Cuando Borges escribe en La rosa de Paracelso “¿Crees, por ventura, que algo puede ser devuelto a la nada? ¿Crees que el primer Adán en el Paraíso pudo haber destruido una sola flor o una brizna de hierba? ¿Crees que la divinidad puede crear un sitio que no sea el Paraíso? ¿Crees que la Caída es otra cosa que ignorar que estamos en el Paraíso?” ¿Acaso no estamos ante el gran artesano de la sugerencia? ¿No es el lenguaje sólo eso: sugerencia? No se trataría de la exhibición de la cultura, sino a la inversa, de la cultura como resto, como ruina, como ejemplo extremo de la desposesión. 

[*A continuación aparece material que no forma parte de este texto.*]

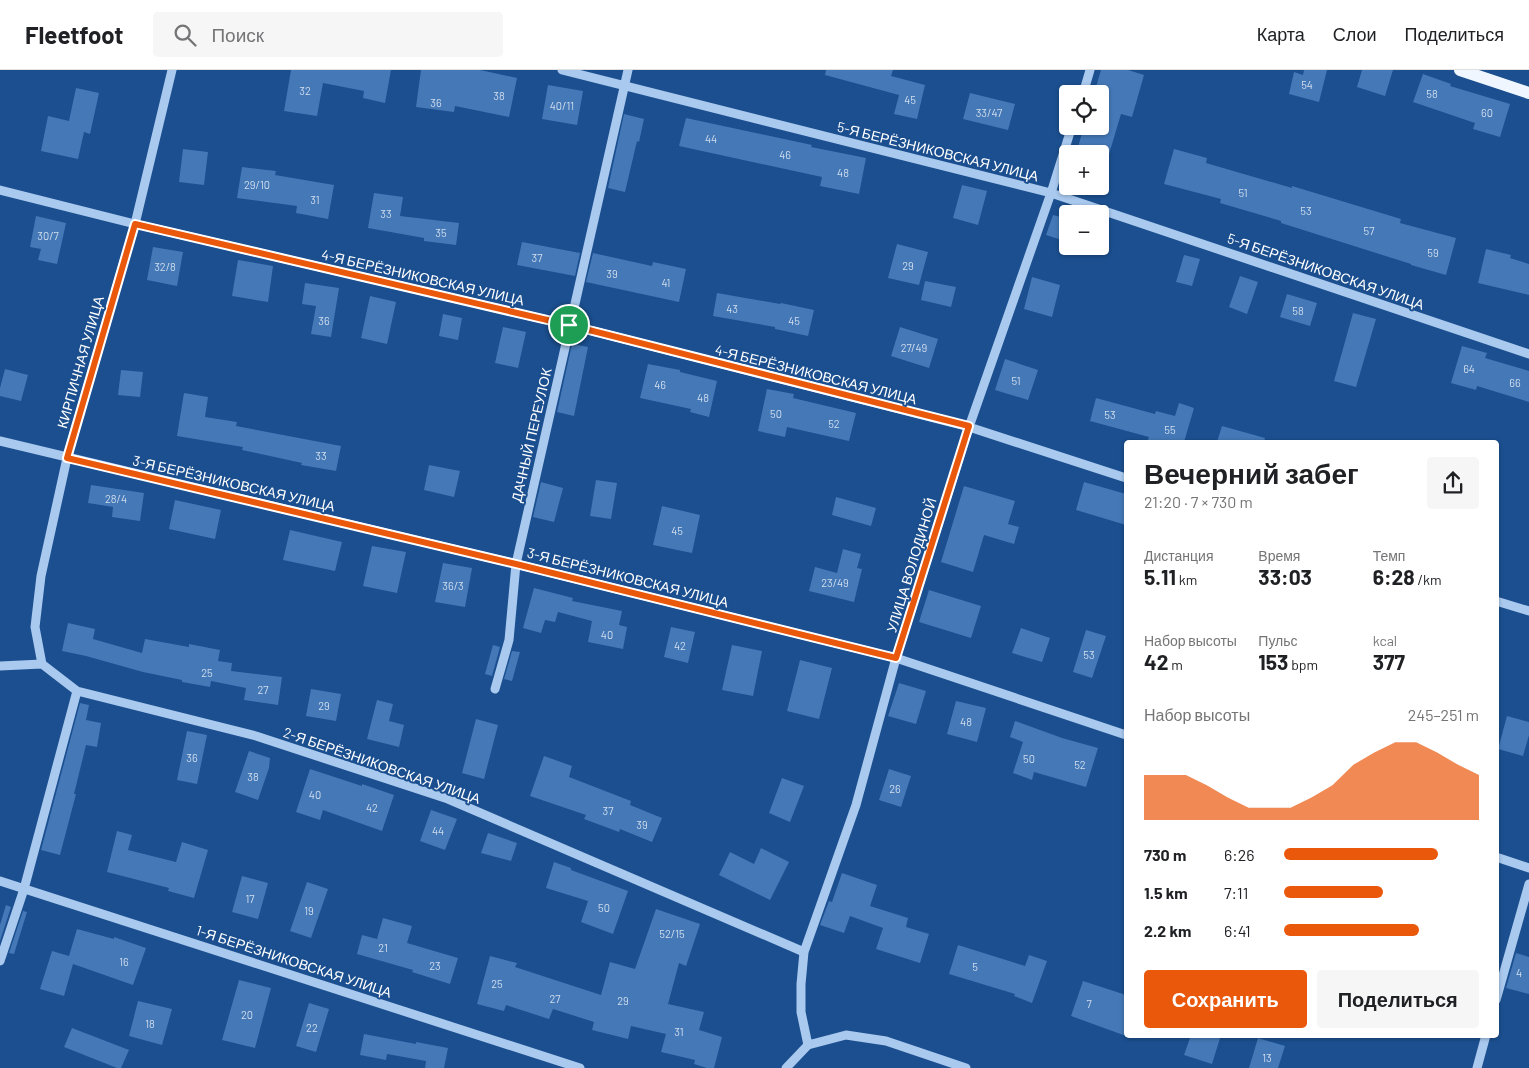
<!DOCTYPE html>
<html lang="ru">
<meta charset="utf-8">
<style>
body{margin:0;font-family:Barlow,sans-serif;background:#f6f6f6;color:#202124;height:100vh;display:flex;flex-direction:column;font-size:19px;white-space:nowrap}
*{box-sizing:border-box;margin:0}
p{font-size:16px;color:#757577}
.icon{flex:none;width:28px;height:28px;fill:none;stroke:currentColor;stroke-width:2;stroke-linecap:round;stroke-linejoin:round}
.map{position:relative;flex:1;overflow:hidden}
.sheet{position:absolute;left:1124px;top:370px;width:375px;height:598px;display:flex;flex-direction:column;background:#fff;border-radius:5px;box-shadow:0 1px 4px #0004}
.sheet>*{flex:none}
.buttons{position:absolute;left:1059px;top:15px;display:grid;gap:10px}
.buttons a{display:grid;place-items:center;width:50px;height:50px;border-radius:5px;background:#fff;box-shadow:0 1px 4px #0004;font-size:25px}
.pin{position:absolute;display:grid;place-items:center;width:42px;height:42px;color:#fff;margin:-21px;border:2px solid #fff;border-radius:50%;box-shadow:0 1px 5px #0007}
.round{display:grid;place-items:center;flex:none;width:52px;height:52px;border-radius:5px;background:#f6f6f6}
.summary{display:flex;align-items:center;justify-content:space-between;height:85px;padding:0 20px}
h1{font-size:28px;font-weight:700;line-height:38px}
.figures{display:grid;grid-template-columns:repeat(3,1fr);gap:8px;height:85px;padding:5px 20px}
.figures div{display:grid;align-content:center}
.figures b{font-size:21px;font-weight:700}
.figures small{font-size:14px;font-weight:400}
.figures p{font-size:14px}
.chart{height:140px;padding:10px 20px}
.chart p{display:flex;justify-content:space-between}
.chart svg{width:100%;height:90px;margin-top:5px;fill:#ea580c;opacity:.7}
.action{display:flex;gap:10px;margin-top:auto;padding:10px 20px}
.action a{flex:1;height:58px;border-radius:5px;background:#ea580c;color:#fff;font-size:20px;font-weight:700;line-height:58px;text-align:center}
.action a+a{background:#f6f6f6;color:#202124}
ul{padding:0 20px;list-style:none;font-size:16px}
li{display:grid;grid-template-columns:80px 60px 1fr;align-items:center;height:38px}
li i{height:12px;border-radius:6px;background:#ea580c}
header{display:flex;align-items:center;gap:30px;box-sizing:border-box;height:70px;padding:0 25px;background:#fff;border-bottom:1px solid #e0e0e0}
header strong{font-size:24px}
nav{display:flex;gap:28px;margin-inline-start:auto;font-size:18px}
.search{width:350px;height:45px;background:#f6f6f6;display:flex;align-items:center;gap:12px;box-sizing:border-box;padding:0 18px;border-radius:5px;color:#757577;font-size:19px}
.map>svg:first-child{display:block}
</style>
<header>
<strong>Fleetfoot</strong>
<div class="search"><svg class="icon" aria-label="search" viewBox="0 0 24 24"><circle cx="10" cy="10" r="6"/><path d="M15 15l6 6"/></svg>Поиск</div>
<nav><a>Карта</a><a>Слои</a><a>Поделиться</a></nav>
</header>
<div class="map">
<svg width="1529" height="998" viewBox="0 0 1529 998">
<rect width="100%" height="100%" fill="#1b4f8f"/>
<path fill="#4478b7" d="M291,0H391L385,33L363,28L364,21L323,13L317,46L284,41Z
M421,0H480L517,8L509,47L455,36L454,42L416,37Z
M826,0H893L891,6L925,15L917,49L894,44L899,25L825,5Z
M1101,0H1128L1144,5L1132,47L1121,44L1104,101L1100,100V84H1076L1084,56H1100V24H1094Z
M1304,0H1327L1319,32L1289,24L1294,2L1303,5Z
M1362,0H1393L1385,26L1357,17Z
M1423,4L1451,14L1450,16L1510,34L1500,67L1473,59L1475,53L1413,32Z
M548,15L583,21L577,55L542,49Z
M76,18L99,23L90,64L84,62L78,89L41,81L48,46L69,51Z
M970,23L1015,34L1008,60L963,49Z
M624,44L644,49L639,72L637,71L625,122L608,118Z
M686,48L812,75L811,77L866,88L859,124L820,116L822,107L679,76Z
M183,79L208,82L204,115L179,112Z
M1174,79L1207,88L1206,93L1292,118V116L1401,149L1400,153L1456,168L1446,205L1411,195V194L1281,153V151L1220,133L1221,129L1164,114Z
M242,97L276,101L275,105L334,115L328,149L296,143L297,136L237,128Z
M962,115L987,121L978,155L953,148Z
M374,123L403,127L400,146L459,153L456,175L424,171V168L368,158Z
M1053,145L1068,149V172L1046,165Z
M36,146L66,153L57,194L38,190L41,179L30,177Z
M522,172L580,183L575,206L517,195Z
M897,174L928,182L919,215L888,208Z
M153,177L183,182L177,216L147,210Z
M1486,179L1511,185L1510,188L1529,194V225L1478,213Z
M593,183L652,196L653,192L686,199L679,232L586,212Z
M1184,185L1200,189L1192,216L1176,212Z
M238,190L273,196L268,232L232,226Z
M1240,206L1258,212L1247,244L1229,237Z
M1032,207L1060,215L1052,247L1024,239Z
M925,211L956,217L951,237L921,230Z
M305,213L339,218L331,267L311,264L316,236L302,234Z
M717,223L780,234L781,233L814,240L808,266L775,259V257L713,246Z
M1287,224L1317,233L1310,256L1280,247Z
M370,226L396,232L387,274L361,268Z
M1353,243L1376,249L1356,317L1334,311Z
M443,244L462,248L458,270L439,266Z
M503,257L526,262L518,298L495,293Z
M900,257L938,269L929,298L891,286Z
M572,274L588,277L574,346L557,342Z
M1462,276L1487,283L1485,288L1529,301V332L1477,316L1476,320L1451,313Z
M1005,289L1038,300L1028,330L995,320Z
M648,294L680,300V302L717,311L709,347L690,342L691,339L640,328Z
M5,299L28,305L21,331L0,326V318Z
M121,300L143,302L140,327L118,325Z
M767,319L794,324L793,328L856,343L849,371L787,357L785,367L758,361Z
M184,323L208,327L205,347L237,352L236,356L341,376L336,401L301,395L302,393L242,380L243,377L177,366Z
M1096,328L1155,344L1156,341L1175,346L1179,333L1194,338L1184,372H1147L1149,367L1090,351Z
M1222,356L1265,368L1264,372H1217Z
M429,395L460,401L454,427L424,420Z
M596,410L617,413L611,449L590,446Z
M541,412L563,418L554,452L533,447Z
M1084,412L1126,424V455L1076,440Z
M91,415L144,423L140,451L112,447L113,437L88,433Z
M964,416L1015,431L1008,454L1019,457L1014,474L984,465L973,502L941,492Z
M836,427L876,438L871,456L832,445Z
M175,430L221,440L215,469L169,459Z
M662,436L700,445L692,483L653,475Z
M290,460L342,472L335,501L283,490Z
M372,476L406,482L397,523L363,516Z
M843,479L861,484L857,498L862,499L854,532L809,521L815,497L837,503Z
M443,493L472,498L465,537L435,532Z
M534,518L573,528L572,531L622,541L619,555L627,557L623,579L588,572L592,551L558,542L555,552L545,550L541,563L523,558Z
M929,520L981,536L971,568L919,552Z
M68,553L95,559L93,569L142,583L145,569L189,577V574L220,580L218,591L232,593L231,601L282,607L278,635L244,630L246,618L211,611L210,617L182,612V610L143,602L86,586L62,581Z
M671,557L695,562L688,593L664,587Z
M1021,558L1050,568L1042,592L1012,583Z
M1086,560L1106,566L1092,608L1073,602Z
M493,575L500,577L492,606L485,604Z
M732,575L762,581L753,626L722,620Z
M512,581L520,582L512,611L504,609Z
M800,590L832,598L819,649L787,641Z
M899,613L926,621L916,654L888,646Z
M311,619L341,624L336,651L306,646Z
M377,630L393,634L389,651L404,655L399,677L367,669Z
M956,631L986,638L977,672L947,664Z
M80,633L89,635L86,650L101,653L97,677L86,675L74,724H76L60,785L41,780Z
M1507,646L1529,652V665L1523,686L1498,679Z
M476,649L498,655L484,709L462,703Z
M1015,651L1062,668L1098,678L1086,717L1034,702L1032,710L1013,703L1023,672L1010,667Z
M187,661L207,665L197,714L177,710Z
M249,681L270,688L269,698L258,730L235,722Z
M544,686L572,696L569,707L631,731L630,735L662,748L652,772L620,759L619,762L584,749L586,745L530,726Z
M310,699L362,716V714L394,725L382,761L323,740L320,750L296,742Z
M889,699L911,706L901,737L879,730Z
M782,708L804,716L790,752L769,743Z
M431,740L457,749L445,780L420,771Z
M117,761L132,765L128,780L176,792L182,772L208,780L194,828L168,821L169,818L107,802Z
M488,763L517,773L511,791L481,783Z
M761,778L789,792L770,830L719,805L730,782L754,794Z
M554,792L571,798V800L628,821L613,864L581,852L588,831L546,818Z
M842,803L877,815L870,836L908,848L906,857L929,864L920,893L876,879L883,858L850,846L844,863L820,855L829,831L832,832Z
M242,806L268,813L258,849L232,842Z
M307,812L328,819L311,868L290,861Z
M6,835L11,837L0,871V855Z
M656,839L700,854L686,896L679,893L668,934L704,942L699,960L722,967L714,998H707L694,994L695,990L661,982L666,964L631,956L628,969L592,960L594,952L553,939L549,949L506,935L504,941L477,934L490,886L517,893L515,897L601,925L610,892L635,899Z
M23,841L27,842L14,884L9,883Z
M383,848L412,856L407,873L458,888L450,914L412,902L413,900L357,884L362,865L377,869Z
M77,859L114,869V867L146,878L133,915L73,894L64,926L40,919L52,881L69,886Z
M958,875L1025,896L1029,885L1047,891L1032,933L1014,926L1015,924L949,904Z
M1516,883L1529,887V924L1506,918Z
M239,910L271,918L255,978L222,970Z
M1083,911L1126,925V966L1071,946Z
M138,931L172,939L162,975L129,966Z
M309,933L329,939L316,982L296,976Z
M72,958L129,980L121,998H117L64,977Z
M364,964L416,974V972L448,978L444,998H425L426,991L387,984L386,990L360,985Z
M1191,965H1221L1212,994L1184,985Z
M1258,968L1285,976L1278,998H1249Z"/>
<g fill="none" stroke-linecap="round" stroke-linejoin="round">
<path stroke="#a9c9ee" stroke-width="9" d="M562,0L1051,123L1529,284
M1083,24L1090,0
M0,120L135,154L569,255L969,357L1126,408
M0,371L516,494L896,588L1126,665
M1496,531L1529,541
M42,594L35,557L41,506L67,388L135,154L172,0
M0,596L42,594L77,621L256,666L448,729L804,882
M495,619L509,570L516,494L628,0
M1496,787L1529,798
M0,811L580,998
M0,891L24,819L77,621
M1496,930L1529,814
M808,975L801,942V914L804,882L856,735L896,588L969,357L1051,123L1072,56
M808,975L846,965L886,971L966,998
M786,998L808,975
M1477,998L1486,965"/>
<path stroke="#f0f6ff" stroke-width="12" d="M1460,0L1529,23"/>
</g>
<g fill="none" stroke-linecap="round" stroke-linejoin="round">
<defs>
<path id="route" d="M135,154L569,255L969,356L896,588L516,494L67,388Z"/>
</defs>
<use href="#route" stroke="#fff" stroke-width="10"/>
<use href="#route" stroke="#ea580c" stroke-width="6"/>
</g>
<g text-anchor="middle" dominant-baseline="central" stroke-width="4" stroke-linejoin="round" paint-order="stroke">
<g font-size="11" fill="#d0dded">
<text x="1307" y="14">54</text>
<text x="305" y="20">32</text>
<text x="1432" y="23">58</text>
<text x="499" y="25">38</text>
<text x="910" y="29">45</text>
<text x="436" y="32">36</text>
<text x="562" y="35">40/11</text>
<text x="989" y="42">33/47</text>
<text x="1487" y="42">60</text>
<text x="711" y="68">44</text>
<text x="785" y="84">46</text>
<text x="843" y="102">48</text>
<text x="257" y="114">29/10</text>
<text x="1243" y="122">51</text>
<text x="315" y="129">31</text>
<text x="1306" y="140">53</text>
<text x="386" y="143">33</text>
<text x="1369" y="160">57</text>
<text x="441" y="162">35</text>
<text x="48" y="165">30/7</text>
<text x="1433" y="182">59</text>
<text x="537" y="187">37</text>
<text x="908" y="195">29</text>
<text x="165" y="196">32/8</text>
<text x="612" y="203">39</text>
<text x="666" y="212">41</text>
<text x="732" y="238">43</text>
<text x="1298" y="240">58</text>
<text x="324" y="250">36</text>
<text x="794" y="250">45</text>
<text x="914" y="277">27/49</text>
<text x="1469" y="298">64</text>
<text x="1016" y="310">51</text>
<text x="1515" y="312">66</text>
<text x="660" y="314">46</text>
<text x="703" y="327">48</text>
<text x="776" y="343">50</text>
<text x="1110" y="344">53</text>
<text x="834" y="353">52</text>
<text x="1170" y="359">55</text>
<text x="321" y="385">33</text>
<text x="116" y="428">28/4</text>
<text x="677" y="460">45</text>
<text x="835" y="512">23/49</text>
<text x="453" y="515">36/3</text>
<text x="607" y="564">40</text>
<text x="680" y="575">42</text>
<text x="1089" y="584">53</text>
<text x="207" y="602">25</text>
<text x="263" y="619">27</text>
<text x="324" y="635">29</text>
<text x="966" y="651">48</text>
<text x="192" y="687">36</text>
<text x="1029" y="688">50</text>
<text x="1080" y="694">52</text>
<text x="253" y="706">38</text>
<text x="895" y="718">26</text>
<text x="315" y="724">40</text>
<text x="372" y="737">42</text>
<text x="608" y="740">37</text>
<text x="642" y="754">39</text>
<text x="438" y="760">44</text>
<text x="250" y="828">17</text>
<text x="604" y="837">50</text>
<text x="309" y="840">19</text>
<text x="672" y="863">52/15</text>
<text x="383" y="877">21</text>
<text x="124" y="891">16</text>
<text x="435" y="895">23</text>
<text x="975" y="896">5</text>
<text x="1519" y="902">4</text>
<text x="497" y="913">25</text>
<text x="555" y="928">27</text>
<text x="623" y="930">29</text>
<text x="1089" y="933">7</text>
<text x="247" y="944">20</text>
<text x="150" y="953">18</text>
<text x="312" y="957">22</text>
<text x="679" y="961">31</text>
<text x="1267" y="987">13</text>
</g>
<g font-size="14" fill="#fff" stroke="#1b4f8f">
<text transform="translate(938 81) rotate(14)">5-Я БЕРЁЗНИКОВСКАЯ УЛИЦА</text>
<text transform="translate(1326 201) rotate(19)">5-Я БЕРЁЗНИКОВСКАЯ УЛИЦА</text>
<text transform="translate(423 207) rotate(13)">4-Я БЕРЁЗНИКОВСКАЯ УЛИЦА</text>
<text transform="translate(80 292) rotate(-74)">КИРПИЧНАЯ УЛИЦА</text>
<text transform="translate(816 304) rotate(14)">4-Я БЕРЁЗНИКОВСКАЯ УЛИЦА</text>
<text transform="translate(531 365) rotate(-77)">ДАЧНЫЙ ПЕРЕУЛОК</text>
<text transform="translate(234 413) rotate(13)">3-Я БЕРЁЗНИКОВСКАЯ УЛИЦА</text>
<text transform="translate(911 495) rotate(-73)">УЛИЦА ВОЛОДИНОЙ</text>
<text transform="translate(628 507) rotate(14)">3-Я БЕРЁЗНИКОВСКАЯ УЛИЦА</text>
<text transform="translate(382 695) rotate(19)">2-Я БЕРЁЗНИКОВСКАЯ УЛИЦА</text>
<text transform="translate(294 891) rotate(18)">1-Я БЕРЁЗНИКОВСКАЯ УЛИЦА</text>
</g>
</g>
</svg>
<div class="buttons">
<a><svg class="icon" aria-label="locate" viewBox="0 0 24 24"><circle cx="12" cy="12" r="6"/><path d="M12 2v4M12 18v4M2 12h4M18 12h4"/></svg></a>
<a>+</a>
<a>−</a>
</div>
<div class="pin" style="left:569px;top:255px;background:#1e9e55"><svg class="icon" aria-label="arrive" viewBox="0 0 24 24"><path d="M6 21V4h12l-3 4 3 4H6"/></svg></div>
<section class="sheet">
<div class="summary"><div><h1>Вечерний забег</h1><p>21:20 · 7 × 730 m</p></div><a class="round"><svg class="icon" aria-label="share" viewBox="0 0 24 24"><path d="M12 15V3M7 8l5-5 5 5M5 13v7h14v-7"/></svg></a></div>
<div class="figures">
<div><p>Дистанция</p><b>5.11<small> km</small></b></div>
<div><p>Время</p><b>33:03</b></div>
<div><p>Темп</p><b>6:28<small> /km</small></b></div>
</div>
<div class="figures">
<div><p>Набор высоты</p><b>42<small> m</small></b></div>
<div><p>Пульс</p><b>153<small> bpm</small></b></div>
<div><p>kcal</p><b>377</b></div>
</div>
<div class="chart"><p><span>Набор высоты</span>245–251 m</p>
<svg viewBox="0 0 160 44" preserveAspectRatio="none"><path d="M0 44V22L10 22L20 22L30 27L40 33L50 38L60 38L70 38L80 33L90 27L100 17L110 11L120 6L130 6L140 11L150 17L160 22V44z"/></svg>
</div>
<ul>
<li><b>730 m</b>6:26<i style="width:79%"></i></li>
<li><b>1.5 km</b>7:11<i style="width:51%"></i></li>
<li><b>2.2 km</b>6:41<i style="width:69%"></i></li>
</ul>
<div class="action"><a>Сохранить</a><a>Поделиться</a></div>
</section>
</div>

Hay algo que marca todo nuestro quehacer contemporáneo y es el “Dios ha muerto” de Nietzsche. En Die fröhliche Wissenschaft, apunta a esa muerte como la gran experiencia del vacío. Ese es el punto nodal de la secularización del mundo, el hecho de que ya no queda un lugar para lo sagrado; es el tiempo de la ciencia; es la puesta en cuestión del orden del ser; el tiempo de la retirada, de la huída. Por eso el nuevo mito: la idea de construir lo sagrado en medio de la despedida de Dios; es el tiempo del no-lugar como lo ven Hölderlin y Schlegel en el romanticismo. Es el tiempo de la retirada, el tiempo del progreso que es la conjugación del futuro como lo veía Condorcet. Es el tiempo de la de la esperanza trunca. Y, sin embargo, ¿me pregunto si tanta muerte no ha puesto sobre sus pies al viejo ídolo?